## Problem description:
Which lines below contain "Benedictine"? Pull them out.

## Data shown:
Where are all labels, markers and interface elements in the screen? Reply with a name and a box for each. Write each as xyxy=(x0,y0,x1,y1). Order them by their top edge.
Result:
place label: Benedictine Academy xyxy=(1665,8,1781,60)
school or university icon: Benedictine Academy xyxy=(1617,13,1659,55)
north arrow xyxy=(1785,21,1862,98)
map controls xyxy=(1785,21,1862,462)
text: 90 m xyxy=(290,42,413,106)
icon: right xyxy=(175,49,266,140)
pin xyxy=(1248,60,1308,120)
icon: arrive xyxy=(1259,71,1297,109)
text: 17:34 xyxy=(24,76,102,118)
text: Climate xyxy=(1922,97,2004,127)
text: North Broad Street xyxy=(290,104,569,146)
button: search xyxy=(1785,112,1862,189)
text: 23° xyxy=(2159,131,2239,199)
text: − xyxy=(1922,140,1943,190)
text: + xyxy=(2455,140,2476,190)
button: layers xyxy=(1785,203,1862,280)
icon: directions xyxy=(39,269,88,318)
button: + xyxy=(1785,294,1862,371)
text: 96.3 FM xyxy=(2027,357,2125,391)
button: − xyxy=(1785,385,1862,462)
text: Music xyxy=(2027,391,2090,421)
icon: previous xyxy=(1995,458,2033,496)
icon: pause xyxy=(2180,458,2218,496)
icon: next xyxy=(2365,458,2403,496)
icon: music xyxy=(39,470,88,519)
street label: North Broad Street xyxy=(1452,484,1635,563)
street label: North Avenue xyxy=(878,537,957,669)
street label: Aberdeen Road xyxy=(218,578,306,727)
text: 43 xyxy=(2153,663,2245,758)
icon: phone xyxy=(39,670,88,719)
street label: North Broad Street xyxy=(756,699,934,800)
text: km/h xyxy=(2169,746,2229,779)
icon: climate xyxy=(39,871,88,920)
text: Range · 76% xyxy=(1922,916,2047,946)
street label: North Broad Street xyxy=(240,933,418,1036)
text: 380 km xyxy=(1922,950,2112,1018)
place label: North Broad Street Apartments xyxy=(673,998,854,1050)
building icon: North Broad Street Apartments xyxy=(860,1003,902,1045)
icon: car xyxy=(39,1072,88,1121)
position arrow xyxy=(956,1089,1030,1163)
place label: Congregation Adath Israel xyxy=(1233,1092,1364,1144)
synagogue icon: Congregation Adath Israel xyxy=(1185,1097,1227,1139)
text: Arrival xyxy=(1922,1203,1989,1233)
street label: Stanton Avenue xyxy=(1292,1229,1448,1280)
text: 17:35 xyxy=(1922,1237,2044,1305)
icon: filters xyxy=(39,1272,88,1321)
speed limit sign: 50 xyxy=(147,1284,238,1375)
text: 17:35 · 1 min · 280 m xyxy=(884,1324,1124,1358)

## The completed task:
place label: Benedictine Academy xyxy=(1665,8,1781,60)
school or university icon: Benedictine Academy xyxy=(1617,13,1659,55)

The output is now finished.